• [Task prompt]: Return the lines below that carry the word "lane".

[[ Records open ]]

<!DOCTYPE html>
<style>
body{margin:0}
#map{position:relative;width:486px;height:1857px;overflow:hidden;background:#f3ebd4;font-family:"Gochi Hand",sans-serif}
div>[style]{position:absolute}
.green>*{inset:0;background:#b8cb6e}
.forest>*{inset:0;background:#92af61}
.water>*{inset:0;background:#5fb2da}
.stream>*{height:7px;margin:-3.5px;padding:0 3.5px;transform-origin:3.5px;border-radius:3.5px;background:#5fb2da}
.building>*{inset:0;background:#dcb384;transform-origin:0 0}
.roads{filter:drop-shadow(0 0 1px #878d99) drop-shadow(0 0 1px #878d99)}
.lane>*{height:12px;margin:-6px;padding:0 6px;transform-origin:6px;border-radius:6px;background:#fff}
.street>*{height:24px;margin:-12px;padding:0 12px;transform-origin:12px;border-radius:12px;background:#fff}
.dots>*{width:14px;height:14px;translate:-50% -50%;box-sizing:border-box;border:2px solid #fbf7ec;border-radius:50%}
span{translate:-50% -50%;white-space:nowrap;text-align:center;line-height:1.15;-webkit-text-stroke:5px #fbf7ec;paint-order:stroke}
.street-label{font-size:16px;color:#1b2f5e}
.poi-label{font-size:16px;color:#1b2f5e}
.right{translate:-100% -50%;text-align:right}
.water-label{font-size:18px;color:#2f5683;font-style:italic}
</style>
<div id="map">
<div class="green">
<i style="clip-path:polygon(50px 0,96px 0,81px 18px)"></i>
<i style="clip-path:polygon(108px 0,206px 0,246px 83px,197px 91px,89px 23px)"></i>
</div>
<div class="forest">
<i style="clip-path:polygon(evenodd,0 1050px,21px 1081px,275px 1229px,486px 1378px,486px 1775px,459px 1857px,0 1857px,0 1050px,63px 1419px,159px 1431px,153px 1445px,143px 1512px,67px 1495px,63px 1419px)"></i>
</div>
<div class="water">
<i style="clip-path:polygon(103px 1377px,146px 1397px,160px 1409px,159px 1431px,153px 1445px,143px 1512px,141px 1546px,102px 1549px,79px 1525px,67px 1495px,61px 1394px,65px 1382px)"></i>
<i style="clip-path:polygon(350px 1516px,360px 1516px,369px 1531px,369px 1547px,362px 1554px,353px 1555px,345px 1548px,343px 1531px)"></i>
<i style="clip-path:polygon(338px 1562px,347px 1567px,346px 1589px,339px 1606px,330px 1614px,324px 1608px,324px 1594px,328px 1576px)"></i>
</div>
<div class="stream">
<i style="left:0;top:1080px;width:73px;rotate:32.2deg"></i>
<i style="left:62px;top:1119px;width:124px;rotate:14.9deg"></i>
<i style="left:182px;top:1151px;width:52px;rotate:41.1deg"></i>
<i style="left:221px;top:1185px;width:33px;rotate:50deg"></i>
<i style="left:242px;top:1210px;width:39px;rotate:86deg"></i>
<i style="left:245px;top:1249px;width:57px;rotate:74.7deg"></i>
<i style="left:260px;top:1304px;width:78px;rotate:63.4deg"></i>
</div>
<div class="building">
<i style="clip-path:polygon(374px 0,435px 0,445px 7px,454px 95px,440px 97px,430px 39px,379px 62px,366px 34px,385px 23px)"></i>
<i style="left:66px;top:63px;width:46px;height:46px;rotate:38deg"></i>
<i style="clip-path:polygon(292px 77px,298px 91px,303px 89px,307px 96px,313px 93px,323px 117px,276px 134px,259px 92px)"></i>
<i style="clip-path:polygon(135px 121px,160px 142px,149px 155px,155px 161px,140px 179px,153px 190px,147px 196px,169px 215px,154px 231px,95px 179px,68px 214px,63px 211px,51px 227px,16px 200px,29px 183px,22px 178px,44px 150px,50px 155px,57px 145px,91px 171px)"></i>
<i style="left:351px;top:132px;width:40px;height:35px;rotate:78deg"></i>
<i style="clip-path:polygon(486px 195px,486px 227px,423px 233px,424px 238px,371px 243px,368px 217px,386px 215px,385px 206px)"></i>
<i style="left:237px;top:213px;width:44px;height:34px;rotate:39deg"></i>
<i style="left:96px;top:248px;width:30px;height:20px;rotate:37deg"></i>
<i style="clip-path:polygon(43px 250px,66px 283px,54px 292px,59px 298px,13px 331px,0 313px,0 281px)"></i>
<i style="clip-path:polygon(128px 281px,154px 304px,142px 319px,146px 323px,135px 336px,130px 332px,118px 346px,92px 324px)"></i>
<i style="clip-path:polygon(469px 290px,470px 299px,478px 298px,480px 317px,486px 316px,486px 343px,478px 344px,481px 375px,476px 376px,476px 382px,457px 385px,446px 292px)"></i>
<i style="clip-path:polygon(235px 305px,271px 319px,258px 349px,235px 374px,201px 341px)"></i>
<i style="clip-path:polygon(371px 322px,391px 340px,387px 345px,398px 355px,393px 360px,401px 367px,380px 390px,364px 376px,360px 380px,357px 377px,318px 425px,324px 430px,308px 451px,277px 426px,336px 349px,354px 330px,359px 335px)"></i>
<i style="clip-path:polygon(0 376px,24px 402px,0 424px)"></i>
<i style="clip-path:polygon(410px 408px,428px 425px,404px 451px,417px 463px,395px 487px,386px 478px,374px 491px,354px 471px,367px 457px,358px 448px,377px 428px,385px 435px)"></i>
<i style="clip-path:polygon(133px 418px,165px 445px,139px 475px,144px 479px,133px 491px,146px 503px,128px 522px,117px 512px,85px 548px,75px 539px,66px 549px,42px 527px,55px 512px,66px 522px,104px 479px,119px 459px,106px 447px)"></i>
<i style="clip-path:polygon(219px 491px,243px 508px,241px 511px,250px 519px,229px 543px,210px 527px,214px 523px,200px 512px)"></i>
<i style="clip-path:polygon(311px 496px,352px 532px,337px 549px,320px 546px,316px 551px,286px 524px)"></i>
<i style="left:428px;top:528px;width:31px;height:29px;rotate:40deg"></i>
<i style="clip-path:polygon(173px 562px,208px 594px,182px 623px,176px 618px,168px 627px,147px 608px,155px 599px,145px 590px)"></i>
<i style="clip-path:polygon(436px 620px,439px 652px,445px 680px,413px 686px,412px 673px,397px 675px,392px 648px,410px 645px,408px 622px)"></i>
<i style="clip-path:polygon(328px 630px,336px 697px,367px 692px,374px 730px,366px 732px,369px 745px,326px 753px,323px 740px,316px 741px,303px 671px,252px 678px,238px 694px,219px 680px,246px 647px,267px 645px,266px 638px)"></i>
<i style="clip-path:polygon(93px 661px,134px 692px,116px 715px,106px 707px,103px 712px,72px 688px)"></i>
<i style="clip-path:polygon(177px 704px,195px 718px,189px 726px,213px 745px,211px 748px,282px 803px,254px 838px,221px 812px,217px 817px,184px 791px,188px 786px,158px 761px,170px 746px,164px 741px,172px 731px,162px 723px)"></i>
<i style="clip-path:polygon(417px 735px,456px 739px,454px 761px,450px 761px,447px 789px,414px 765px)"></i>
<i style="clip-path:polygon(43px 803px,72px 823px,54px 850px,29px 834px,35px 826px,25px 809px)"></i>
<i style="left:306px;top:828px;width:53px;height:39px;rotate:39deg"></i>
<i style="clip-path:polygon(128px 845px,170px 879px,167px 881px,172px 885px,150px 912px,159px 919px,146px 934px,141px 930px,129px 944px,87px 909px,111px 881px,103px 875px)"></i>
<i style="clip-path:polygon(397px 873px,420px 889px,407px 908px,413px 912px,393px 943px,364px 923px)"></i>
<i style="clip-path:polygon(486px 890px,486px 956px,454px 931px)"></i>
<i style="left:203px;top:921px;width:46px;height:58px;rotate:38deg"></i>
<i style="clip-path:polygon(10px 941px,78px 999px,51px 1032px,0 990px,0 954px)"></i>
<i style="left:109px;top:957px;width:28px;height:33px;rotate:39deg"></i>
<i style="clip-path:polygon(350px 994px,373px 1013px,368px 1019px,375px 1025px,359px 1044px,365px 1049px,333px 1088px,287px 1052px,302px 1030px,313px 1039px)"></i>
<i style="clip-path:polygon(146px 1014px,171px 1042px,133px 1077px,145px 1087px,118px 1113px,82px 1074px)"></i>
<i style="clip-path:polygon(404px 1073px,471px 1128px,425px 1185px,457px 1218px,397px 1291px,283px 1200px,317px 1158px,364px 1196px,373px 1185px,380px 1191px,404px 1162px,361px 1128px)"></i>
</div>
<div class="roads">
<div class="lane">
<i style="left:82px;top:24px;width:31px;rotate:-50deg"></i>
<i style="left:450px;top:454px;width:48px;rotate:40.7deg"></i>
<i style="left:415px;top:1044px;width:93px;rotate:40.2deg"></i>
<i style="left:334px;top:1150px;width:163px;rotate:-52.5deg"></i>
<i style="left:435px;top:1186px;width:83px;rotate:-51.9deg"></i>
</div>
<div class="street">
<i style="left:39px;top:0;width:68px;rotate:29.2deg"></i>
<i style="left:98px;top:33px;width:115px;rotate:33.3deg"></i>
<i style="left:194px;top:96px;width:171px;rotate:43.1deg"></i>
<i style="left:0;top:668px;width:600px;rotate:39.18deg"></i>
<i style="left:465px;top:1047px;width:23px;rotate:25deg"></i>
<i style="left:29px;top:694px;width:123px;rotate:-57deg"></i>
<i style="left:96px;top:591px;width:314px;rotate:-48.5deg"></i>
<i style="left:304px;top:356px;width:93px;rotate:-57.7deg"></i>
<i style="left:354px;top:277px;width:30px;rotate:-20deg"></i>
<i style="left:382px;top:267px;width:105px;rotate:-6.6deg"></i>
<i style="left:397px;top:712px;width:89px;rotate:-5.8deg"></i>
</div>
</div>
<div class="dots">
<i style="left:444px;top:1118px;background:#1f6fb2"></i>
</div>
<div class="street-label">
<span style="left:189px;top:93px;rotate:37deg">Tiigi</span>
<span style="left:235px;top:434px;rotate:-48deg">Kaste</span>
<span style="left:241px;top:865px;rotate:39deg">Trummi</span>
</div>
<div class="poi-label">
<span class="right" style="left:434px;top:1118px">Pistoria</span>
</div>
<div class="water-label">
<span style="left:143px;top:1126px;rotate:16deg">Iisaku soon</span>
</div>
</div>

[[ Records closed ]]

• [Response below]:
.lane>*{height:12px;margin:-6px;padding:0 6px;transform-origin:6px;border-radius:6px;background:#fff}
<div class="lane">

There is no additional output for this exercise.